Twitter permanently suspends Alex Berenson over coronavirus tweets

Berenson has criticized Big Tech censorship and coronavirus mandates

Twitter has permanently suspended former New York Times journalist and author Alex Berenson, a critic of coronavirus lockdowns and mandates, from its platform.

"The account you referenced has been permanently suspended for repeated violations of our COVID-19 misinformation rules," a Twitter spokesperson told Fox News in response to an inquiry Saturday night.

On his Substack page, Berenson subsequently posted a brief message, just over 152 characters, titled, "Goodbye Twitter."

"This was the tweet that did it," he wrote, above a screenshot of his account before it was taken down. "Entirely accurate.

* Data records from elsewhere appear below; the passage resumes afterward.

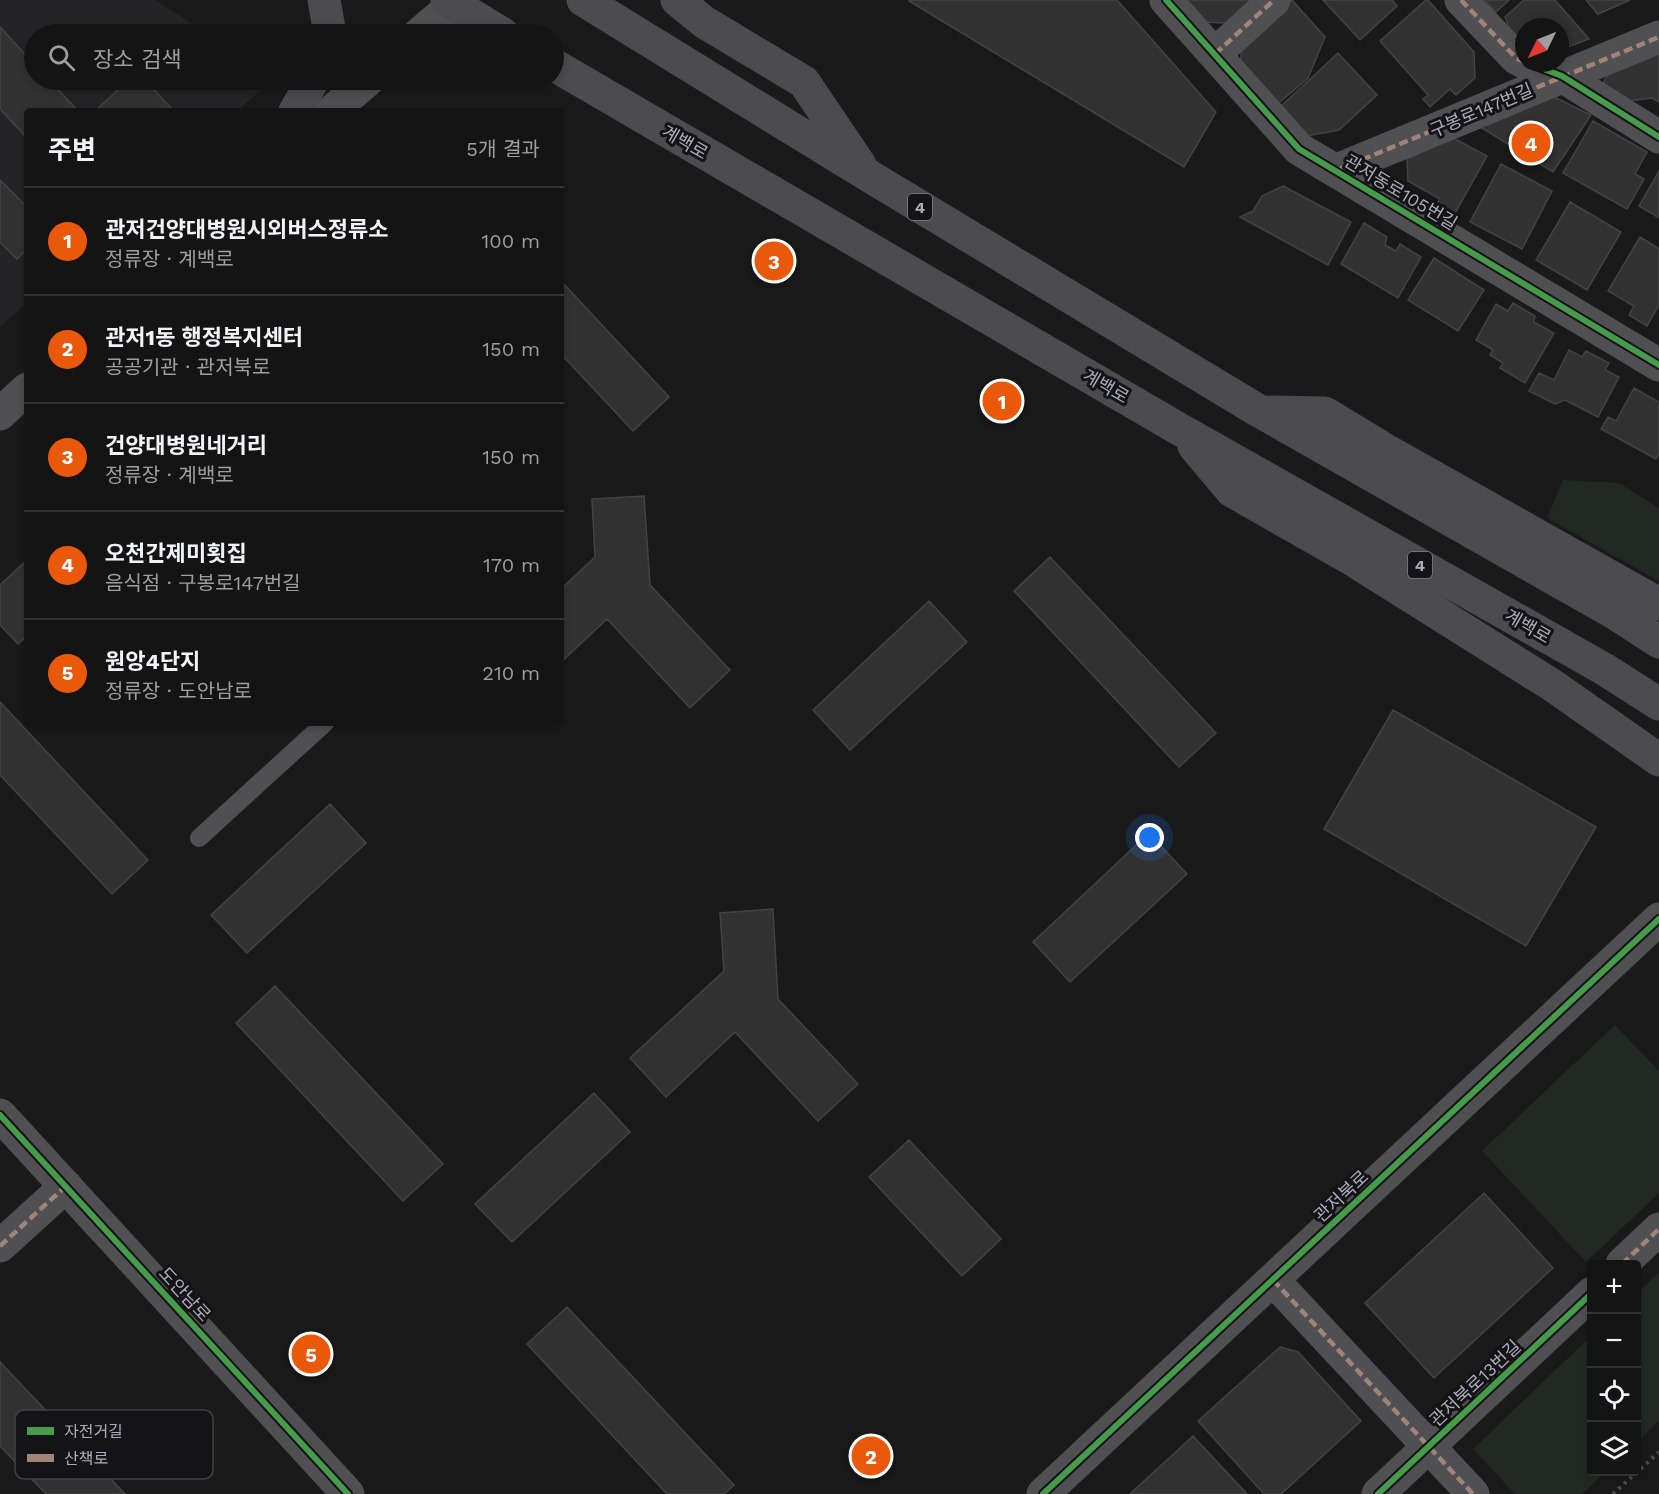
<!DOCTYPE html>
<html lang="ko">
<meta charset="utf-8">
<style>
:root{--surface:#141414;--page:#1d1d1d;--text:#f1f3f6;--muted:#9d9ea0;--line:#333334;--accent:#ea580c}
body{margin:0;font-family:"Work Sans","Noto Sans KR",sans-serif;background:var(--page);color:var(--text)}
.controls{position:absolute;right:18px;bottom:18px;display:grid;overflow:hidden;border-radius:6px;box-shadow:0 3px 9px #0003}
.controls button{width:54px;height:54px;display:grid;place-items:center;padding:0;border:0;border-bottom:2px solid var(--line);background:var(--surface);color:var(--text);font:30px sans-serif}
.compass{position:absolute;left:1515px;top:18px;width:54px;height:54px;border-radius:50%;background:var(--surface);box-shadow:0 3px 9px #0003;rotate:227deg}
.you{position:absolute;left:1150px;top:838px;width:21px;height:21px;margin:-15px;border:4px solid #fff;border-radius:50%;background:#1a73e8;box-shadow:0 0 0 9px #1a73e833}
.badge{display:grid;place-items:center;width:39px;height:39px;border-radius:50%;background:var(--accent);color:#fff;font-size:20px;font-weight:700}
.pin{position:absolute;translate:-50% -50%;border:3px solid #fff;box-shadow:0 2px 6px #0006}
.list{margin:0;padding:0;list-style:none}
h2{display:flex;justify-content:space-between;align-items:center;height:78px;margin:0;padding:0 24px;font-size:26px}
h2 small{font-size:20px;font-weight:400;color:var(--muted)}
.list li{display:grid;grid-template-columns:39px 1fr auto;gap:18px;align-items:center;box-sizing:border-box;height:108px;padding:0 24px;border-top:2px solid var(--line)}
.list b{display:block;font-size:22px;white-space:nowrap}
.list p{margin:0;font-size:20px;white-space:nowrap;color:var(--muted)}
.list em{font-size:20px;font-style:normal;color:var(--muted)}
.icon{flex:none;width:33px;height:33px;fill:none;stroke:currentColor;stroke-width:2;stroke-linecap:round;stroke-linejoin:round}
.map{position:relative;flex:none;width:1659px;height:1494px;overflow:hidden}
.search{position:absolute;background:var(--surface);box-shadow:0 3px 9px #0003;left:24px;top:24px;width:540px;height:66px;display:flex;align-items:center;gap:15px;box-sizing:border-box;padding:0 21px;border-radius:33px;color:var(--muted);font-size:22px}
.panel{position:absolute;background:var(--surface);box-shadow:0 3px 9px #0003;left:24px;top:108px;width:540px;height:618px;border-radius:6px}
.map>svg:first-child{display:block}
.built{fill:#242426}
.green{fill:#222924}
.building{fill:#323232;stroke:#424346;stroke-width:1.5}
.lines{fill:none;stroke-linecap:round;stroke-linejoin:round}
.path{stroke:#4b4b4e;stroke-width:4;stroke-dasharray:3 4.5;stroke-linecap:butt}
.lane{stroke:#505053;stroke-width:18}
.street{stroke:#505053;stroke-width:33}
.primary{stroke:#4c4c50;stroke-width:33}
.quiet{stroke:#a18479;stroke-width:4.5;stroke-dasharray:9 4.5;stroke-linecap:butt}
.cycleway-casing{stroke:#141316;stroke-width:10}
.cycleway{stroke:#469c4c;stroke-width:6}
.labels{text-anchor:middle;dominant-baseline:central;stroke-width:6;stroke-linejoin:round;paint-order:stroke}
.shield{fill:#141316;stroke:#7e7f89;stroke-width:1.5}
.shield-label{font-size:16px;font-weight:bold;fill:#abadba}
.street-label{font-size:18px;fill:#abadba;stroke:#141316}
.key{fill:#141316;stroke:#414147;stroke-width:1.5}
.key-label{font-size:16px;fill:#abadba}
</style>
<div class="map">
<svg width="1659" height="1494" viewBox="0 0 1659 1494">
<rect width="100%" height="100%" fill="#1a1a1a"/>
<path class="built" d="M0,0H155L209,34H34V80H272L237,111H27V303L0,327Z"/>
<path class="green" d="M1563,480L1619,483L1659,508V581L1547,518Z
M1615,1025L1659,1071V1193L1586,1262L1482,1151Z
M1659,1272V1421L1637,1442V1294Z
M1591,1336L1592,1472H1606L1582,1494H1515L1473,1449Z"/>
<path class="building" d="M910,0H1117L1216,112L1184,167L909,1Z
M1179,0H1251L1226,23L1200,22Z
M1292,0L1325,37L1308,78L1273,108L1240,68L1242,44Z
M1323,0H1392L1397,6L1360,40Z
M1426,0H1428L1474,52L1475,78L1456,95L1450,89L1430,107L1423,99L1428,95L1380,41Z
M1485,0H1509L1496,12Z
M1524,0H1555L1589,39L1560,50V27H1524V52L1510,30L1505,17Z
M1586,0H1630L1598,14Z
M0,27L34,64V80H49L78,111H27V138L0,109Z
M1659,42V102L1652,98L1629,101L1602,85L1612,67Z
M1338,53L1377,95L1339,130L1307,136L1280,107Z
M129,80H145L173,110L95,111Z
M1554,97L1591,115L1553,172L1482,128L1498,109Z
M1593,121L1647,152L1635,174L1644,179L1627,209L1563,173Z
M1455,139L1487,156L1454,215L1436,205L1440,199L1408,181L1407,158L1415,156L1434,142Z
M1501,164L1552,191L1522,249L1470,222Z
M1659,171V218L1639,206Z
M0,180L27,207V249L17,259L0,242Z
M1283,186L1351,222L1328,265L1240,217L1253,211L1262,196Z
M1570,202L1621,232L1587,290L1536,260Z
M1364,223L1387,237L1385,245L1396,251L1400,244L1421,257L1398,298L1341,264Z
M1640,237L1659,249V305L1647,326L1629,315L1634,306L1608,291Z
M1434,258L1484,290L1458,331L1408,300Z
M561,281L669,397L633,431L561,354Z
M1513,303L1535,316L1534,322L1554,333L1525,383L1500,368L1503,363L1490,355L1493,350L1476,340L1496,304L1508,311Z
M1569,350L1582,357L1586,351L1609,363L1605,370L1619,377L1598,417L1565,400L1555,404L1529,391L1539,373L1554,380Z
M1634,388L1659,402V454L1656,459L1601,429L1608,417L1616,421Z
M644,496L650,585L730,670L690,708L607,619L561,662V589L595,557L592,499Z
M1050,557L1216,733L1179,767L1014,591Z
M27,560V636L18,644L0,625V585Z
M929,601L967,642L850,750L813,710Z
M0,702L148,860L112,894L0,775Z
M1393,710L1596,827L1526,946L1324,829Z
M330,804L366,843L247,953L211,915Z
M1149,833L1187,874L1070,982L1033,942Z
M773,909L778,999L858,1084L818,1121L735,1032L666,1097L630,1058L724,971L720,913Z
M275,986L443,1164L403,1201L236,1023Z
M594,1093L630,1132L512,1242L475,1204Z
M909,1140L1001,1239L962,1276L869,1177Z
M1484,1193L1553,1268L1434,1378L1365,1303Z
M567,1307L734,1485L724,1494H667L527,1344Z
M1280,1347L1298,1352L1361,1421L1281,1494H1264L1198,1421Z
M0,1362L125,1494H46L0,1446Z
M1193,1436L1247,1494H1130Z"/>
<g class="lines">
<path class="path" d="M1613,1494L1659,1452"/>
<path class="lane" d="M199,838L325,723"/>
<path class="street" d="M1166,0L1299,149L1659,365
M1461,0L1516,58L1524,62
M419,34L459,0
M1215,54L1274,0
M1528,63L1562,76L1659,137
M332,111L368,80
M1337,170L1659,37
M0,414L27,389
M0,1115L348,1494
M0,1246L66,1186
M1622,1264L1659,1229
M1273,1280L1473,1494
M1043,1494L1659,919
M1378,1494L1592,1293"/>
<path class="primary" d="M324,0L330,34
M447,0L503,34
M583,0L866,174L1259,411L1616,614L1659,642
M677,0L704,22L804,82L860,165
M554,65L1179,429L1604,669L1659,704
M295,111L313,80
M1264,412L1325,413L1386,450L1659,604
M1194,446L1232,491L1353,560L1552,685L1659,760"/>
<path class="quiet" d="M1461,0L1516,58L1524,62
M1215,54L1274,0
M1337,170L1659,37
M0,1246L66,1186
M1622,1264L1659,1229
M1273,1280L1473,1494"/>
<defs>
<path id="cycleway" d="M1166,0L1299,149L1659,365
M1528,63L1562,76L1659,137
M0,1115L348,1494
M1043,1494L1659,919
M1378,1494L1592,1293"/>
</defs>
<use href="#cycleway" class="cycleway-casing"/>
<use href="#cycleway" class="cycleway"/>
</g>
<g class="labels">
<g class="shield">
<rect x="908" y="194" width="24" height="26" rx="4.5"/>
<rect x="1408" y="552" width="24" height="26" rx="4.5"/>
</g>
<g class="shield-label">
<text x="920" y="207">4</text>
<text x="1420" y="565">4</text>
</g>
<g class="street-label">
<text transform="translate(1481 110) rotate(-23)">구봉로147번길</text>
<text transform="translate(685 142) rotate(30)">계백로</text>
<text transform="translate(1401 192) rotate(31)">관저동로105번길</text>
<text transform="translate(1106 386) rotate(30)">계백로</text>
<text transform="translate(1528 626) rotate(30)">계백로</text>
<text transform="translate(1341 1196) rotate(-43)">관저북로</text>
<text transform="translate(185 1294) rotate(47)">도안남로</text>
<text transform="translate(1475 1383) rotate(-43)">관저북로13번길</text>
</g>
</g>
<rect x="15" y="1410" width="198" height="69" rx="9" class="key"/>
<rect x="27" y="1427" width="27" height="8" fill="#469c4c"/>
<rect x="27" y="1454" width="27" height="8" fill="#a18479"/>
<g class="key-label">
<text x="64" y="1437">자전거길</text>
<text x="64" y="1464">산책로</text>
</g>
</svg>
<div class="controls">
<button>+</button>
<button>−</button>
<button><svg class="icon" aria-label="locate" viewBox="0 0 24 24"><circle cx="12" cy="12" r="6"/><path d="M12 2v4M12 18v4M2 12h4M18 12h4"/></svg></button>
<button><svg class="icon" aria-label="layers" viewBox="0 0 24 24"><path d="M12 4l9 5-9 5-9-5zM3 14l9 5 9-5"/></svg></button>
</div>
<svg class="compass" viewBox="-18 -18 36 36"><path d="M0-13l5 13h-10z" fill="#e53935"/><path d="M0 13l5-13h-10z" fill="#9d9ea0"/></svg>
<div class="you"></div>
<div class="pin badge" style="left:1002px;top:401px">1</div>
<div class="pin badge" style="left:871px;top:1456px">2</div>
<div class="pin badge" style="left:774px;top:261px">3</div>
<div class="pin badge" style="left:1531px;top:143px">4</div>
<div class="pin badge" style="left:311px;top:1354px">5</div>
<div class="search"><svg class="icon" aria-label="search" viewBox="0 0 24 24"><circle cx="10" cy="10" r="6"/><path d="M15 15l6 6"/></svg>장소 검색</div>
<section class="panel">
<h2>주변<small>5개 결과</small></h2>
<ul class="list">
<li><span class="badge">1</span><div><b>관저건양대병원시외버스정류소</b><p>정류장 · 계백로</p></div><em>100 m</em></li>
<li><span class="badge">2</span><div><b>관저1동 행정복지센터</b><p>공공기관 · 관저북로</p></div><em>150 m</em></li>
<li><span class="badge">3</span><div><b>건양대병원네거리</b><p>정류장 · 계백로</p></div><em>150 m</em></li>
<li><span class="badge">4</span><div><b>오천간제미횟집</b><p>음식점 · 구봉로147번길</p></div><em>170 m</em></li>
<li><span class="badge">5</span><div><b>원앙4단지</b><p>정류장 · 도안남로</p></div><em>210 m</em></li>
</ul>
</section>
</div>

I can’t wait to hear what a jury will make of this."

In that tweet, he wrote that the coronavirus vaccine does not stop infection or transmission.

"Don’t think of it as a vaccine," he continued. "Think of it – at best – as a therapeutic with a limited window of efficacy and terrible side effect profile that must be dosed IN ADVANCE OF ILLNESS."

The Centers of Disease Control and Prevention say that COVID-19 vaccines "are safe and effective" following tens of thousands of clinical trials and that side effects are rare.

Berenson, 48, made national headlines last year for his criticism coronavirus lockdowns and mandates, drawing the ire of Big Tech, the mainstream media and others who sought to bury his writing.


In a December op-ed for the Wall Street Journal, Berenson warned that the COVID-19 pandemic had ushered in "a new age of censorship and suppression."

"Information has never been more plentiful or easier to distribute. Yet we are sliding into a new age of censorship and suppression, encouraged by technology giants and traditional media companies. As someone who’s been falsely characterized as a coronavirus ‘denier,’" he wrote at the time. "I have seen this crisis firsthand."

At that time, he had just finished battling with Amazon over a dispute over his own self-published books.

"Since June, Amazon has twice tried to suppress self-published booklets I have written about Covid-19 and the response to it," he continued. "These booklets don’t contain conspiracy theories. Like the scientists who wrote the Great Barrington Declaration, I simply believe many measures to control the coronavirus have been damaging, counterproductive and unsupported by science."

Berenson worked at the New York Times from 1999 until 2010, before becoming a full-time novelist. He also published nonfiction, including a controversial 2019 book that argued against the legalization of marijuana.